Big news in the SEO world. Google has released a new, site-wide ranking signal that rewards sites that publish satisfying content and penalises those that don’t.
According to Google Search Central Blog, the update — fittingly called the ‘helpful content’ update — begins this week; however, it could take up to two weeks to roll out completely.
Google has laid down the ground rules, stating that content must take a ‘people-first’ approach to achieve or maintain a favourable search ranking. Content that is created to oblige search engines first on the other hand may take a significant hit. In short, Google will delineate between content that’s created to rank over content that’s created to help users.

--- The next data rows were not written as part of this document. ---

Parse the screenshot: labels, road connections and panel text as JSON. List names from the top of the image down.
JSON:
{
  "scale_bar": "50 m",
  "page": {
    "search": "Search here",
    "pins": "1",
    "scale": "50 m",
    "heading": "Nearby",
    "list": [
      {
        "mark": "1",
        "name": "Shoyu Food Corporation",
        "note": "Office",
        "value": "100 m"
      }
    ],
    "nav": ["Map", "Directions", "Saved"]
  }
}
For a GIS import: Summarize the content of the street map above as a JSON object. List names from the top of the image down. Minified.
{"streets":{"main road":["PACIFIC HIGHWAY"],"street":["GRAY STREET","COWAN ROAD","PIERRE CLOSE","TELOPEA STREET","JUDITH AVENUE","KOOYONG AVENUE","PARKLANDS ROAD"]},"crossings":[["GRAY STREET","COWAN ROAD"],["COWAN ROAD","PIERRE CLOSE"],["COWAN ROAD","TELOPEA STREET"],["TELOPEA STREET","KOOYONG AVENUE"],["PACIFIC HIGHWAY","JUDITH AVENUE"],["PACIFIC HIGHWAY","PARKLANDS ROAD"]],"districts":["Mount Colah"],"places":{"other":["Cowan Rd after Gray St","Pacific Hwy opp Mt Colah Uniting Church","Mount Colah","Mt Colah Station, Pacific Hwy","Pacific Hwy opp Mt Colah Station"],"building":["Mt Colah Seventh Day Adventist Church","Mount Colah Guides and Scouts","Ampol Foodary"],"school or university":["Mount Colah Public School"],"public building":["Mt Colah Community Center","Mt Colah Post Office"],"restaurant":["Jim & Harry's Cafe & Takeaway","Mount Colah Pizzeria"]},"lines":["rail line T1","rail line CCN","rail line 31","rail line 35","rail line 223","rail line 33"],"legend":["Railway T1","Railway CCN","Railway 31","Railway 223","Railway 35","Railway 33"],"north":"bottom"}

If you’re engaging in any of the following types of search-pandering content gathering, it’s time to shift gears post haste:
- Relying upon AI generation content tools to ‘automatically’ create content;
- Aggregating information from other sites without creating anything original;
- Delving into topics without authority, consequently prompting users to continue searching for answers elsewhere;
- Creating content based on what’s trending rather than specialist knowledge; and
- Focusing on word count over quality.
Keep your eye on your rankings over the next couple of weeks to gauge if you’ve been impacted. If your rankings take a dive, weed out old and unhelpful content (or better still, beat Google to it and start your spring clean now). Use your analytics as a guide. If you have pages that aren’t getting any traffic or people are landing on those pages and promptly leaving, update or ditch them.
Any content you’re publishing from now on must people-please by providing reasoning, answers, expertise and data points that satisfy their queries.